Je voudrais ménager ces gens-là : ils sont nobles et vaillants ; si je faisais la guerre, j’aurais besoin d’eux en campagne.

WEISLINGEN.

Il serait à désirer qu’ils eussent dès longtemps appris à écouter leur devoir. Et puis il serait extrêmement dangereux de récompenser par des postes d’honneur leurs entreprises rebelles. Car c’est justement de cette douceur et de cette clémence impériale qu’ils ont si horriblement abusé jusqu’à ce jour ; et leur parti, qui fonde là-dessus sa confiance et son espoir, ne sera pas dompté, avant que nous les ayons fait disparaître de la face du monde, et que nous leur ayons enlevé absolument toute espérance de se relever jamais.

L’EMPEREUR.

Vous conseillez donc la rigueur ?

WEISLINGEN.

Je ne vois pas d’autre moyen de réprimer l’esprit de vertige qui s’empare de provinces entières.
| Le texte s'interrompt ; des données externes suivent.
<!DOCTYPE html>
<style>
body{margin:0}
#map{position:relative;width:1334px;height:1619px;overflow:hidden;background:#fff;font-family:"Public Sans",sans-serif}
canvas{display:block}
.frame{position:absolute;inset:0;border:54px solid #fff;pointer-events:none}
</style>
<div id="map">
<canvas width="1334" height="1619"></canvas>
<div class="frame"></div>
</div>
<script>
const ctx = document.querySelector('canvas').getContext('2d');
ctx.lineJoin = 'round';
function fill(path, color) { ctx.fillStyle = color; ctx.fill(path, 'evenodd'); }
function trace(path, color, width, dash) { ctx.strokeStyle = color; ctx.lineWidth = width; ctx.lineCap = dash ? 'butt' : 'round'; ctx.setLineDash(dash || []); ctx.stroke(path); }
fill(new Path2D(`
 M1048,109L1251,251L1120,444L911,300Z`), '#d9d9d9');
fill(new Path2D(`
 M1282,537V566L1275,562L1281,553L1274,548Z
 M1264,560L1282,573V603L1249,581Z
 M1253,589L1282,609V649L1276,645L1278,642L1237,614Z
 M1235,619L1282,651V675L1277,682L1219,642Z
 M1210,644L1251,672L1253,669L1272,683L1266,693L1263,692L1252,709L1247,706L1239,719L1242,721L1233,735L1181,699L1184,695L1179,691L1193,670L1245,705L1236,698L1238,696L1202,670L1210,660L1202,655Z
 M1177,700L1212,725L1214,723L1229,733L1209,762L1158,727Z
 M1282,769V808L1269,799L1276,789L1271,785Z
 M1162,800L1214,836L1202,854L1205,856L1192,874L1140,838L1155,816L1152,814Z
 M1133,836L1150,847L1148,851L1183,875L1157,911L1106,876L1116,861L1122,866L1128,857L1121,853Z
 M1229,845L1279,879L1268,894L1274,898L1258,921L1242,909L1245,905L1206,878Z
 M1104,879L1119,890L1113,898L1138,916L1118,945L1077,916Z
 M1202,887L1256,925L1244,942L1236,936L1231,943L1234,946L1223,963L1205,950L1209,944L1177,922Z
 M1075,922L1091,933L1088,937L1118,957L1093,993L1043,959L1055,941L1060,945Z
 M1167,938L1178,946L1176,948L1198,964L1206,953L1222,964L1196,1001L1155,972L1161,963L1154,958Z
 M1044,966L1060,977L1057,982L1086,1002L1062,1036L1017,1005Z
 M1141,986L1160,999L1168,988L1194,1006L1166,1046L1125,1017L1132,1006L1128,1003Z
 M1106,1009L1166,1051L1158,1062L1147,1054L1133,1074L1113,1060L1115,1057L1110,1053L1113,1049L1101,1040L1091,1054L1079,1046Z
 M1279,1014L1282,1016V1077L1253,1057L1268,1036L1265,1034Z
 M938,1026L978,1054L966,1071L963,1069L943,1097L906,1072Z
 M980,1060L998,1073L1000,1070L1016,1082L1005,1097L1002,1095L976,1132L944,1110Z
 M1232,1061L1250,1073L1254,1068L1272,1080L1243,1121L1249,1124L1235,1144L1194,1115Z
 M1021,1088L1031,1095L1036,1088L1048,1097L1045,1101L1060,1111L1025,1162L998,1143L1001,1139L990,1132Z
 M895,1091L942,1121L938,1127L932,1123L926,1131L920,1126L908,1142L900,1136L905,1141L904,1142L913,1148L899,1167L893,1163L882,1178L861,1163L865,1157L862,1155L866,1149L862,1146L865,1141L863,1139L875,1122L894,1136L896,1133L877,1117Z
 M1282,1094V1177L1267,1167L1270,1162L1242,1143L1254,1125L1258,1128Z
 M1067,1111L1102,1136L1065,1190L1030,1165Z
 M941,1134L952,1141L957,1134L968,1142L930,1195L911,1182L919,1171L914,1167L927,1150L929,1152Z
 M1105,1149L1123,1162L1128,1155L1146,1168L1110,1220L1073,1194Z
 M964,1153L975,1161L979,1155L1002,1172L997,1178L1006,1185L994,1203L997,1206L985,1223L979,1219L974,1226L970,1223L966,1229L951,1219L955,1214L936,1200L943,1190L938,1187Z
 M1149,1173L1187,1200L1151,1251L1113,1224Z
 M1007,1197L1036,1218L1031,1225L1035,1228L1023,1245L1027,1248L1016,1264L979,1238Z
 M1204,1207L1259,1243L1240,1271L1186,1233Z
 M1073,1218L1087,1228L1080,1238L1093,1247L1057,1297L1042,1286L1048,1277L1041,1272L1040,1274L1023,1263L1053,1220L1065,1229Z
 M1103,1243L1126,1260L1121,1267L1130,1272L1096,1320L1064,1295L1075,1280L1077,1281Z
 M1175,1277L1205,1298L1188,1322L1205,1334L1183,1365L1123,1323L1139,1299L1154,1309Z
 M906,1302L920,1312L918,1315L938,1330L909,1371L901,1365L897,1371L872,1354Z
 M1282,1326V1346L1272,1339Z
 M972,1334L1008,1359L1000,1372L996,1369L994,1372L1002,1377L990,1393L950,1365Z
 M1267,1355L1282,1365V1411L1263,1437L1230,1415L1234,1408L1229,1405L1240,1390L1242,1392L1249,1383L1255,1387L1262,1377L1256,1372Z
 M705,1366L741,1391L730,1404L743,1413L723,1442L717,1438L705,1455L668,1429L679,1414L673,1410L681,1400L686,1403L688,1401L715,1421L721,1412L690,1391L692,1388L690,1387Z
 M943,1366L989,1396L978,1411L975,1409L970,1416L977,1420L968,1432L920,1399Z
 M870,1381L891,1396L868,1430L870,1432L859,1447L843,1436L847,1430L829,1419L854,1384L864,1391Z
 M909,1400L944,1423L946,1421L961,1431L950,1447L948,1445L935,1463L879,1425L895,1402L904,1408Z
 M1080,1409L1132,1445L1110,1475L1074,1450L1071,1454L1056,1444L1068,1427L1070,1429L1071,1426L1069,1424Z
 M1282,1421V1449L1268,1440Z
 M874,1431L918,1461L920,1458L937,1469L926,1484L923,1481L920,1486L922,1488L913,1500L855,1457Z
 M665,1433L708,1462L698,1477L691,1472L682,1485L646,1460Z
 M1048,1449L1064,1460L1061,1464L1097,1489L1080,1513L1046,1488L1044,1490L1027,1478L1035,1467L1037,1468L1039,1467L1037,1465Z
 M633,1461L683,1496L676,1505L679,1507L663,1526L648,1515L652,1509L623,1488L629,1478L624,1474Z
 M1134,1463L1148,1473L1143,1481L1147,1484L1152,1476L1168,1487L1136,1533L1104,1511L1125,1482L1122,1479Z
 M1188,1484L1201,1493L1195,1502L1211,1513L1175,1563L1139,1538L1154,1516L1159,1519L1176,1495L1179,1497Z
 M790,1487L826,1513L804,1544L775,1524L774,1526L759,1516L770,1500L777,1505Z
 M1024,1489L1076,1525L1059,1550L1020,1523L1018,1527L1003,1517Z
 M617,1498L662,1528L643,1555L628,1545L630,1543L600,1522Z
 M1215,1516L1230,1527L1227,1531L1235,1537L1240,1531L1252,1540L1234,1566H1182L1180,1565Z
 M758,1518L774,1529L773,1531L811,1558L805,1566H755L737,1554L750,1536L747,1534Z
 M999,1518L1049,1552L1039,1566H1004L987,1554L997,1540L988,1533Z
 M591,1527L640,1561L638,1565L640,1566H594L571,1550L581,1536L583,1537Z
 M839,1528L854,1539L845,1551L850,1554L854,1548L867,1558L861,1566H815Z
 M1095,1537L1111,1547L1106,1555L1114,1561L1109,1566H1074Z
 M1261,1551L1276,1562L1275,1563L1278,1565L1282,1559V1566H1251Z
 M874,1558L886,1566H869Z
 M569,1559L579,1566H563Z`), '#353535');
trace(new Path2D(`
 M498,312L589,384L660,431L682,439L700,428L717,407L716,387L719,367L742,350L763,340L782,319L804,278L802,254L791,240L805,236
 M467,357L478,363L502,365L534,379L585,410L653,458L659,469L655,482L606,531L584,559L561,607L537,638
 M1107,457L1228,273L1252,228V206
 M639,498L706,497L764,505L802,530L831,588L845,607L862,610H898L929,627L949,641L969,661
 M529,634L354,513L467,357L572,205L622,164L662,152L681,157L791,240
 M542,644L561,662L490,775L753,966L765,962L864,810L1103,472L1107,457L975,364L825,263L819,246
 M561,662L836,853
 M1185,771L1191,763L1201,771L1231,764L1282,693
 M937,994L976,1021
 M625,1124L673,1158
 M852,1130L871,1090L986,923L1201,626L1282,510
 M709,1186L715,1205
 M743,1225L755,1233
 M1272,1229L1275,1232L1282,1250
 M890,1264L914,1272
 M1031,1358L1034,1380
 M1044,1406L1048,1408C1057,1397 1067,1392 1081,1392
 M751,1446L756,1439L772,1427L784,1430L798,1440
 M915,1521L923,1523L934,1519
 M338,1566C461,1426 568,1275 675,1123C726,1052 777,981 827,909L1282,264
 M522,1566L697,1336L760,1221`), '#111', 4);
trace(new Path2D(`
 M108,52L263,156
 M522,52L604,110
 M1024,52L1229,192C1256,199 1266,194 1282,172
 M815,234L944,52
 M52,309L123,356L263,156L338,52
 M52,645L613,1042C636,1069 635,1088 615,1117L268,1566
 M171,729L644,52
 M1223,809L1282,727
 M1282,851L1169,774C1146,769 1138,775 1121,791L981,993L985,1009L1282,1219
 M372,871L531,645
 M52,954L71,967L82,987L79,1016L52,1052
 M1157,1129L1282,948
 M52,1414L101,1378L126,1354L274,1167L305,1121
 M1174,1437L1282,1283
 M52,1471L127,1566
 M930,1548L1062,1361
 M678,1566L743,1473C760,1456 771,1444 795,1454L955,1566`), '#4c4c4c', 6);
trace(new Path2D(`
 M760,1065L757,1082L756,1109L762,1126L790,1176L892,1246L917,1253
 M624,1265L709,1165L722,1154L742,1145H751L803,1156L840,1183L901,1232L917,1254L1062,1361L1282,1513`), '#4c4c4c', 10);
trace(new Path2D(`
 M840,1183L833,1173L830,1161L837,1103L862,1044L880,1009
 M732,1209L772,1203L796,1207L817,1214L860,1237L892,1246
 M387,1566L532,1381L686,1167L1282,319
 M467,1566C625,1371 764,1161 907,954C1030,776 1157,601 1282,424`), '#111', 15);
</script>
N’entendons-nous pas çà et là les nobles se plaindre, avec la plus grande amertume, que leurs sujets, leurs serfs, se révoltent contre eux et contestent avec eux, menacent de restreindre leur souveraineté héréditaire, en sorte qu’il en faut craindre les suites les plus funestes ?

L’EMPEREUR.

L’occasion serait belle maintenant pour agir contre Berlichingen et Selbitz : je voudrais seulement qu’on ne leur fît aucun mal. Je voudrais les tenir prisonniers, et puis ils devraient jurer de renoncer à toute vengeance, de rester tranquilles dans leurs châteaux et de ne pas rompre leur ban. À la prochaine session, je veux le proposer.